Mouse Dropping: http://lolamousedroppings.blogspot.com/2011/01/status-migraine.html

She swallowed the pills and said goodnight

It hurt too much to even cry

She closed her eyes against the light

She counted her breaths, her chest so tight

The bed, her nest, on which she’d lie

She swallowed the pills and said goodnight

Tired of fighting the noble fight

Confronting her nemesis eye to eye

She closed her eyes against the light

Blurred edges between wrong and right

It made no difference, so why try?

She swallowed the pills and said goodnight

She prayed in vain, in pain, in spite

Her body was weak, her spirit dry

She closed her eyes against the light

Her mind a blank, a board wiped white

Again another small death she’d die

She swallowed the pills and said goodnight

She closed her eyes against the light.

Meanwhile, back at the ranch: http://veederranch.com/2011/01/13/until-were-warm-again/

I can’t be your warmer breeze
no, I can’t be her right now
I can’t be your brown worn hands
damp hair, your sweaty brow

I can’t be the evening mist
or the clouds that roll on by
I can’t be your blades of grass
the lightning in your sky

I cannot be barefoot
or younger than today
can’t be your rain boots or your fishing pole
or make the summer stay

But I can stand beside you
under skies of gray and white

and on the long and starlit nights

I’ll be your wool cap and your overcoat
your coffee and the broth in which your dumplings float
I will wrap my arms around where your scarf has been
wrap them tight around your neck until we’re warm again

Dennis: http://dennisgopoems.blogspot.com/2011/01/crumbling-walls.html

Cries heard from the streets
Weeping, cursing…
Praying to gods what fate
Befall those who remain
Alive and full of hate,
Entombed in the crumbling walls
Of pillar structures and gates.

What now after the struggle?
Should life go on as it is?
Dead souls of the living
Grieve all their love ones passing
As desolation awaits
Within these crumbled walls
Of weeping structures and gates.

Dishilicious: http://dishi-tales.blogspot.com/2011/01/in-love.html
& this pain…
has become a part of me
growing inside of me
it’s carved in me

i don’t feel it…
it’s not a burden anymore
it’s become a companion
standing beside me through loneliness
& this pain…
has vowed never to leave me
just growing stronger
it has taken control of me

i don’t want it
but it’s all I’ve got
it’s dried out my tears
Pain – I’m in love with you!!!

Seasweetie: http://seasweetie.wordpress.com/2011/01/13/cartography-an-original-thursday-poem/

I need to wander to a place unknown
Where the pads of my feet have no memory
And have left no imprint in the grains of sand
Or worn wooden planks that edge a particular sea,

My eyes hold no trace of reflected lightning
And no thunder has made my body shudder,
There is no echo of laughter haunting the walls
No shadow of a sun set behind some horizon.

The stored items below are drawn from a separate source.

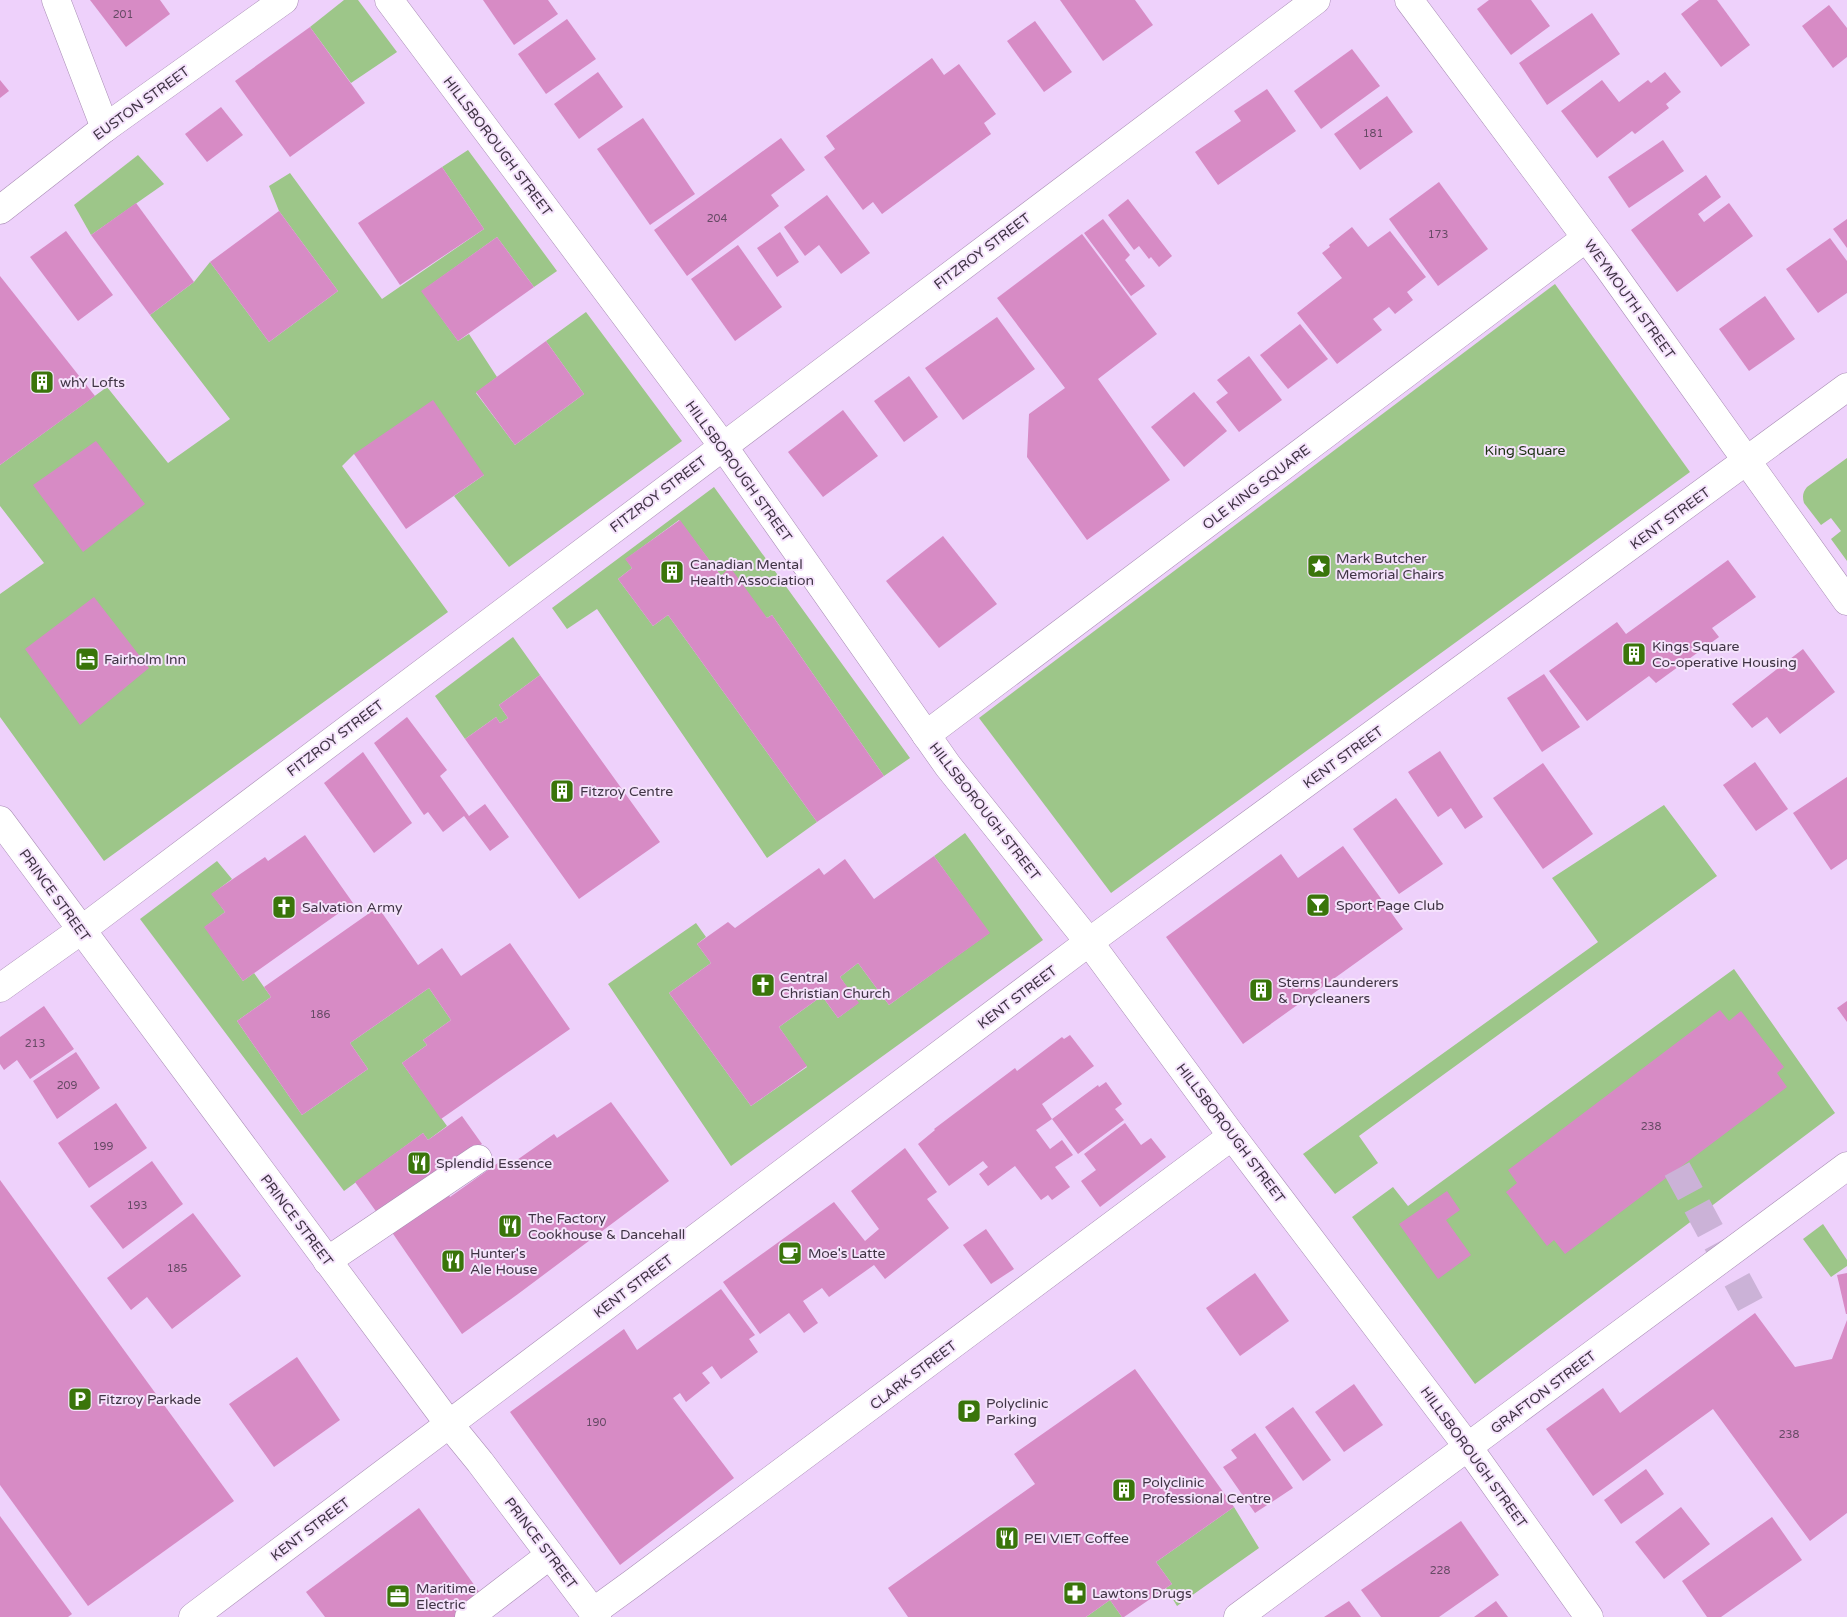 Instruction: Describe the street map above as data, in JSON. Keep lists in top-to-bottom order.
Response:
{
  "streets": {
    "street": [
      "EUSTON STREET",
      "HILLSBOROUGH STREET",
      "FITZROY STREET",
      "WEYMOUTH STREET",
      "OLE KING SQUARE",
      "KENT STREET",
      "PRINCE STREET",
      "CLARK STREET",
      "GRAFTON STREET"
    ]
  },
  "crossings": [
    ["HILLSBOROUGH STREET", "FITZROY STREET"],
    ["HILLSBOROUGH STREET", "OLE KING SQUARE"],
    ["HILLSBOROUGH STREET", "KENT STREET"],
    ["HILLSBOROUGH STREET", "CLARK STREET"],
    ["HILLSBOROUGH STREET", "GRAFTON STREET"],
    ["FITZROY STREET", "PRINCE STREET"],
    ["WEYMOUTH STREET", "OLE KING SQUARE"],
    ["WEYMOUTH STREET", "KENT STREET"],
    ["KENT STREET", "PRINCE STREET"],
    ["PRINCE STREET", "CLARK STREET"]
  ],
  "parks": ["King Square"],
  "places": {
    "building": [
      "whY Lofts",
      "Canadian Mental Health Association",
      "Kings Square Co-operative Housing",
      "Fitzroy Centre",
      "Sterns Launderers & Drycleaners",
      "Polyclinic Professional Centre"
    ],
    "place": ["Mark Butcher Memorial Chairs"],
    "hotel": ["Fairholm Inn"],
    "bar": ["Sport Page Club"],
    "church": ["Salvation Army", "Central Christian Church"],
    "restaurant": [
      "Splendid Essence",
      "The Factory Cookhouse & Dancehall",
      "Hunter's Ale House",
      "PEI VIET Coffee"
    ],
    "cafe": ["Moe's Latte"],
    "parking": ["Fitzroy Parkade", "Polyclinic Parking"],
    "pharmacy": ["Lawtons Drugs"],
    "office": ["Maritime Electric"]
  },
  "house_numbers": [
    "201",
    "181",
    "204",
    "173",
    "186",
    "213",
    "209",
    "238",
    "199",
    "193",
    "185",
    "190",
    "238",
    "228"
  ]
}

Is there a land where the moon and stars are different
from those that have arched lovingly above my windblown hair?

Some place where the blue of the water and the sky
is just that one shade more true and tender?

Where the earth itself breathes a poignant richness
into softer air than has ever caressed my throat?

It is time to look
for a new map.

Moonlight and Dreamz:http://moonlightanddreamz.blogspot.com/2010/09/you.html

When you come near me
I hear the temple bells ringing,
my senses expanding like a morning prayer.
When you love me
the Sun rises at a distant island,
where at a borderline the sea rises up
and kisses the sky.
your smile brings forth a vibrant dawn,
beginning the promises of day–break.
Witnessing your joy, to me,
is being a devotee, at a pilgrimage of peace.
your touch,
is the melody of a genesis.
In this land of ruin
you are
the only meaning that I hold.

I write, I weep: http://inellezshayra.wordpress.com/2011/01/14/the-night-sky-story/

There’s something I want to say
To you who always made my day
I don’t know where to start
Should I begin by saying I gave you my heart?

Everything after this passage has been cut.